[Task data — start]

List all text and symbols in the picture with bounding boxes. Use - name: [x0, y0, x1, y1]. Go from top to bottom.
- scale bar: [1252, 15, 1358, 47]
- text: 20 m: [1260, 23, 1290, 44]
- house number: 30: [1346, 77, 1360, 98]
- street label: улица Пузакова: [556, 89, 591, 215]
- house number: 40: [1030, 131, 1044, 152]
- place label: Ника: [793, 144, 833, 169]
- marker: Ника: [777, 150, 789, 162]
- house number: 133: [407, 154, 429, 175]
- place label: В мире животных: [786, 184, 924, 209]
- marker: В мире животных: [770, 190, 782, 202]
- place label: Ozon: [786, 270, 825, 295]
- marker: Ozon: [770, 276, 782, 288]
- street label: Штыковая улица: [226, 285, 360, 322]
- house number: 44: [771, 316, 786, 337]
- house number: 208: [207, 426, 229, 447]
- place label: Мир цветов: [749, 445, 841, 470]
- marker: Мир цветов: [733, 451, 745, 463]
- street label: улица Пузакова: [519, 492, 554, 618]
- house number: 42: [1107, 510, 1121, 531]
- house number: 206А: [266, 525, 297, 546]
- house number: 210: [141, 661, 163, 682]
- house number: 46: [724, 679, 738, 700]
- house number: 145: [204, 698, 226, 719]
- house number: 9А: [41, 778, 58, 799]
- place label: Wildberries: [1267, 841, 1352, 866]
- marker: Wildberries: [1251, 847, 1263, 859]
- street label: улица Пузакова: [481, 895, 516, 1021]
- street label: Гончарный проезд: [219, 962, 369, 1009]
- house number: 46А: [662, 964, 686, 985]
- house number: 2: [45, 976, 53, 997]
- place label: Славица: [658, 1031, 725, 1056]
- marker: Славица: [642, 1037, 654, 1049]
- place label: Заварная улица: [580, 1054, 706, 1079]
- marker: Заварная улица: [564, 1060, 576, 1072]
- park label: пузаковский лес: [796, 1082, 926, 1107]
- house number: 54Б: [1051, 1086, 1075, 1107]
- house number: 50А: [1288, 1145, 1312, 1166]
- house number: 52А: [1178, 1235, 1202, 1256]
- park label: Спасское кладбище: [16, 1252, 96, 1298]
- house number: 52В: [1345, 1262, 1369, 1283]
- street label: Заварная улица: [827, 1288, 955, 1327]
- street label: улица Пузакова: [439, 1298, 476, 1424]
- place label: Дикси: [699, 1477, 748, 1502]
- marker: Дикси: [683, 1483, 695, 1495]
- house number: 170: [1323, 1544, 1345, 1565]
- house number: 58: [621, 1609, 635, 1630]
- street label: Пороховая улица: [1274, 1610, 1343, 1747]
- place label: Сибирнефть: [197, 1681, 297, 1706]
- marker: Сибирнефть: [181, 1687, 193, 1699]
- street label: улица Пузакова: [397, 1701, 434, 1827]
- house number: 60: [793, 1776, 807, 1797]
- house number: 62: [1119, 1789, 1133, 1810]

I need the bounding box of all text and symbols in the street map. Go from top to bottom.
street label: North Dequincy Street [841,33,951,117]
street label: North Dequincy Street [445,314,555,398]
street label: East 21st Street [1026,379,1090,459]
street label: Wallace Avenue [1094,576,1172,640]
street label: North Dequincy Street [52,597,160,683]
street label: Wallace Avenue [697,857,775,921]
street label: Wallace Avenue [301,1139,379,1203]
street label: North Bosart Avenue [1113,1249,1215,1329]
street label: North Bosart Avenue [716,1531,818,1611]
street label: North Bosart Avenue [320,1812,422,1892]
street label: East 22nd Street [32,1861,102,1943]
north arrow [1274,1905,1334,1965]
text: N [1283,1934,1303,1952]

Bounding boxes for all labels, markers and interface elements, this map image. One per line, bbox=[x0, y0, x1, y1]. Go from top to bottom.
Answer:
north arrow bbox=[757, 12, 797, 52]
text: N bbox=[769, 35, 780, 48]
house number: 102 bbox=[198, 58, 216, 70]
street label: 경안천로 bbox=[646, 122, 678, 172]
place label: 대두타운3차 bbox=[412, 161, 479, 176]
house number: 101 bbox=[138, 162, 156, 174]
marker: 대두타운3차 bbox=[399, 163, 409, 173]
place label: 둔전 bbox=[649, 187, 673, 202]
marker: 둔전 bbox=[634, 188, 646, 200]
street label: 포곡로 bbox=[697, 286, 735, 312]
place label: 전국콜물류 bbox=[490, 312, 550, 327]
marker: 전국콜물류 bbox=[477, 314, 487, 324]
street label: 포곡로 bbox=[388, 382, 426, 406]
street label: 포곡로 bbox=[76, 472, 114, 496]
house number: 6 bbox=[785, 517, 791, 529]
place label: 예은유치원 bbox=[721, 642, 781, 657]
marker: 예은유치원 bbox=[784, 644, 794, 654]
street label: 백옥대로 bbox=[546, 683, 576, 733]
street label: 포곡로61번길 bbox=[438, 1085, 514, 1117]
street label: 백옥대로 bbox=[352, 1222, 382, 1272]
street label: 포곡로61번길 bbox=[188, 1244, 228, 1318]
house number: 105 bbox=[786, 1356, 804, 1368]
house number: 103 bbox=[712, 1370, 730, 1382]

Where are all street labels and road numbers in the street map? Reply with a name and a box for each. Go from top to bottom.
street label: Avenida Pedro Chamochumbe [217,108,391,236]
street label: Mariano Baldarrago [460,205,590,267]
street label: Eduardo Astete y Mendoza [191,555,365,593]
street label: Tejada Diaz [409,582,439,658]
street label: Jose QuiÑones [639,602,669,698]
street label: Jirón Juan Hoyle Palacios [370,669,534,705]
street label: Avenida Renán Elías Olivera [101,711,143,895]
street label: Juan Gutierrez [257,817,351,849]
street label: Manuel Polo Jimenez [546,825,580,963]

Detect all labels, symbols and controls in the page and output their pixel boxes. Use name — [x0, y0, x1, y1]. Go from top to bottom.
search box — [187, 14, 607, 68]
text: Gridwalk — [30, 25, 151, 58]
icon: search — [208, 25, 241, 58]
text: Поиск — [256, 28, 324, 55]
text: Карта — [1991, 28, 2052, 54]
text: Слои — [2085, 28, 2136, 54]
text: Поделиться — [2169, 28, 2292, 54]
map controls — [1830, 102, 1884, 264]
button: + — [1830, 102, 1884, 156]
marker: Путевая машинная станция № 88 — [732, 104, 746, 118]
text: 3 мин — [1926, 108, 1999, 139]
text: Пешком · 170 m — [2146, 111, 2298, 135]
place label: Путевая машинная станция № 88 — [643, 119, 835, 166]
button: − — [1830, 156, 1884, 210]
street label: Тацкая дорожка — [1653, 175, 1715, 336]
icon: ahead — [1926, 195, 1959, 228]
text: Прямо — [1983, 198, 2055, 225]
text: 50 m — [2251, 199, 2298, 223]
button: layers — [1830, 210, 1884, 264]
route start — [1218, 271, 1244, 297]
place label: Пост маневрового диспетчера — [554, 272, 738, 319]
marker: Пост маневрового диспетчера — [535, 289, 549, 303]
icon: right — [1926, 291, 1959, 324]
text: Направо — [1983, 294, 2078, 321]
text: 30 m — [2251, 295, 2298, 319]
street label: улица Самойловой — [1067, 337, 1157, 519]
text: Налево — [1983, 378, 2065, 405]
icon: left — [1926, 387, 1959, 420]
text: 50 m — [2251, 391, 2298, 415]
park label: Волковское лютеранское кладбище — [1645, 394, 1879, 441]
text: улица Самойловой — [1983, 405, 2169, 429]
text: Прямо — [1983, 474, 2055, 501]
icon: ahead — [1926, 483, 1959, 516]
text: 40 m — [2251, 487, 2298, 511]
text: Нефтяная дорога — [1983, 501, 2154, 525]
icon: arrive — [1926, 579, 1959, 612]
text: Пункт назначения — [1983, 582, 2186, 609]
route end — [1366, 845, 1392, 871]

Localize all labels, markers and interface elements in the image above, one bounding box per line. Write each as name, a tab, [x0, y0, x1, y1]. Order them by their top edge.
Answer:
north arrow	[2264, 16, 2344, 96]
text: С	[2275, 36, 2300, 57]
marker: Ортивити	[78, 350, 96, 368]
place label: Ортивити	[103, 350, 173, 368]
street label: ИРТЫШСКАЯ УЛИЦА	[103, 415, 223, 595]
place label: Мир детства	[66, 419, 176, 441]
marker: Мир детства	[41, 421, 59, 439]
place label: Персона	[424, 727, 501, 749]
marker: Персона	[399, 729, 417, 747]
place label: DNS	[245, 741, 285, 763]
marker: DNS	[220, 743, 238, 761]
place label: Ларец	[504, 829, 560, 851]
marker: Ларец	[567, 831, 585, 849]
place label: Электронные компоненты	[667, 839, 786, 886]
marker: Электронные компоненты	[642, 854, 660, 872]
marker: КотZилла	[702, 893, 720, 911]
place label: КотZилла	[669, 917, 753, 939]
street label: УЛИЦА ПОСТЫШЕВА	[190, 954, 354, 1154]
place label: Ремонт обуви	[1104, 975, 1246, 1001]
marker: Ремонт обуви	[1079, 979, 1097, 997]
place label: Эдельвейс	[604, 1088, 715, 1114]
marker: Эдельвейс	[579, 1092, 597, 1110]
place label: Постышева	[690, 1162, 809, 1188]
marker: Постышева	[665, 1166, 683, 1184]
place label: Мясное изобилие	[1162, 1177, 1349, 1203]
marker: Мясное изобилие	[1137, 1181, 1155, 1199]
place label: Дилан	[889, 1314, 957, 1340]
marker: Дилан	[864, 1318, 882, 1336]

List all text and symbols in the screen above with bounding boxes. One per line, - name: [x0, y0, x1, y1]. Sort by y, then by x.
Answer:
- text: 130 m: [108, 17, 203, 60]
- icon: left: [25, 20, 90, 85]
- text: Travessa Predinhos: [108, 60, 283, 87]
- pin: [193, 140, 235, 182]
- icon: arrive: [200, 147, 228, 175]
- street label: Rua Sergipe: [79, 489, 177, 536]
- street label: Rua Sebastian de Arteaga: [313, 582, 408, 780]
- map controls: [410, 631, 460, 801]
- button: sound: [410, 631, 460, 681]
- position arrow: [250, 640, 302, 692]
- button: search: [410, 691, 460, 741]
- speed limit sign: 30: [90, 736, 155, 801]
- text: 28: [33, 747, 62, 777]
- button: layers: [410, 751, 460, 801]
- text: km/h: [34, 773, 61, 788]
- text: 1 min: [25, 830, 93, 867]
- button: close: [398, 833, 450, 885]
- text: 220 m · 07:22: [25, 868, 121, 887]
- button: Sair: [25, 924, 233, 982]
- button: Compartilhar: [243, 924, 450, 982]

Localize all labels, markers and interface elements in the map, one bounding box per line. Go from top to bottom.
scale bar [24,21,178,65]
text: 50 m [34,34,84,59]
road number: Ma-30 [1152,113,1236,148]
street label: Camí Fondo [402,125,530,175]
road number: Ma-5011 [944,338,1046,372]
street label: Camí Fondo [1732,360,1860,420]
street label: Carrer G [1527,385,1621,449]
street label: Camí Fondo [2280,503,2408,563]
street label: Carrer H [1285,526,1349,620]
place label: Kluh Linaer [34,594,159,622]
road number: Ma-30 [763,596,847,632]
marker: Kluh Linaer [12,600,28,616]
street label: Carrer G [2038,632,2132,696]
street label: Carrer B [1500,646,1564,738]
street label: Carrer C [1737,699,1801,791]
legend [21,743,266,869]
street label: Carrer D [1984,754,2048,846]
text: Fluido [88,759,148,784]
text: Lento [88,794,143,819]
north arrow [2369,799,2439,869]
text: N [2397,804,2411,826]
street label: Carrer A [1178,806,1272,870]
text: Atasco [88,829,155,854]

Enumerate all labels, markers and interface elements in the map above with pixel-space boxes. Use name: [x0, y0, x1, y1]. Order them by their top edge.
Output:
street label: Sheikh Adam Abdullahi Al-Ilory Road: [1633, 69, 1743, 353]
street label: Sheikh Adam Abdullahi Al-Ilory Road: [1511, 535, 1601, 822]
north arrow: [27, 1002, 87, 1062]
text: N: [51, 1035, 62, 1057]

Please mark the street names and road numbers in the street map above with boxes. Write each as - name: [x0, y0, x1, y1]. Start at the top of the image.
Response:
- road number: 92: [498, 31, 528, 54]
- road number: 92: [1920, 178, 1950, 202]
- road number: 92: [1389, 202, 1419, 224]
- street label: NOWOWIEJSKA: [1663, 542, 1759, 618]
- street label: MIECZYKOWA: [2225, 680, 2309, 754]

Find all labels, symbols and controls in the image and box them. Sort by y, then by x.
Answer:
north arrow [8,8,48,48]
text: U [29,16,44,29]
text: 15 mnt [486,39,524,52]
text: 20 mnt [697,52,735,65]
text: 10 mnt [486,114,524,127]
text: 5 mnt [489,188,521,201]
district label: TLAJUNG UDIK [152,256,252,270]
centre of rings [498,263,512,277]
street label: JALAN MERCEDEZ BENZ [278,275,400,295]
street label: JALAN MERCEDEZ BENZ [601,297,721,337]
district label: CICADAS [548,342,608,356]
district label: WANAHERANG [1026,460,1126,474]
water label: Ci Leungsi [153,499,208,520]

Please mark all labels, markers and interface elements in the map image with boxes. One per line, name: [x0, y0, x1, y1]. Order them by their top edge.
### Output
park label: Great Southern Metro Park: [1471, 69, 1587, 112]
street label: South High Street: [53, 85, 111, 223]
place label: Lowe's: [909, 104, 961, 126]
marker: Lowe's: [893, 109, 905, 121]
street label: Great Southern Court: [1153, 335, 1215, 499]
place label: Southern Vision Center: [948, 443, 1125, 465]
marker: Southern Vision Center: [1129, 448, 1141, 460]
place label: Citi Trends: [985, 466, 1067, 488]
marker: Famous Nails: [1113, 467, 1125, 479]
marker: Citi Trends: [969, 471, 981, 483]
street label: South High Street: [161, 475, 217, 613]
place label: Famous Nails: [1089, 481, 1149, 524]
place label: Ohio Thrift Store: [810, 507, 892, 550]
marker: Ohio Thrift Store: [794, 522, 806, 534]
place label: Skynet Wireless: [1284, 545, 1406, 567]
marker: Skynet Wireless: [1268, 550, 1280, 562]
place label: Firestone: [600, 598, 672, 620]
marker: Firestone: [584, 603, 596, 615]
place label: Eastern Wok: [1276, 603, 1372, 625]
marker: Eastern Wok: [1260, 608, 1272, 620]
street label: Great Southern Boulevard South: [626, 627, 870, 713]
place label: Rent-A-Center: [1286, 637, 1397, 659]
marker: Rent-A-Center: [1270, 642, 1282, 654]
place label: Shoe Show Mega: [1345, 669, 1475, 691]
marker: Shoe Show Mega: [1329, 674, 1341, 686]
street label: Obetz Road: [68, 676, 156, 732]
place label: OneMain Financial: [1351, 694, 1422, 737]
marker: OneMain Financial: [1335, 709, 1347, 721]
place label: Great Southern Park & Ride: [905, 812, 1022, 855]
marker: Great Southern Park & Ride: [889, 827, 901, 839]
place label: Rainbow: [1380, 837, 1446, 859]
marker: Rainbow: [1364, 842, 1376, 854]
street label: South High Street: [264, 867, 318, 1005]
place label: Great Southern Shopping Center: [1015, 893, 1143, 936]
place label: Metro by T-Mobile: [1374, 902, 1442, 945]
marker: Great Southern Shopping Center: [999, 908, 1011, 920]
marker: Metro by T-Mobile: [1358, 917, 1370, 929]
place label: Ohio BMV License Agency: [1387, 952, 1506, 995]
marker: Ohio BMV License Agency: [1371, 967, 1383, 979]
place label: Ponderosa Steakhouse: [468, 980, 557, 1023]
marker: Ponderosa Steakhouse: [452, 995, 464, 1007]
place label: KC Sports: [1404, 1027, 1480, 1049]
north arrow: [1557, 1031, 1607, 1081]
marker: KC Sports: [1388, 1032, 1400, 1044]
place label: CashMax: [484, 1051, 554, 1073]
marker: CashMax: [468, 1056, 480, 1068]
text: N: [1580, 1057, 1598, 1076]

[Task data — finish]

▶ [Exercise objective]:
Please return a copy of each line in the entries that has the string "Shopping".

▶ [Output for this exercise]:
place label: Great Southern Shopping Center: [1015, 893, 1143, 936]
marker: Great Southern Shopping Center: [999, 908, 1011, 920]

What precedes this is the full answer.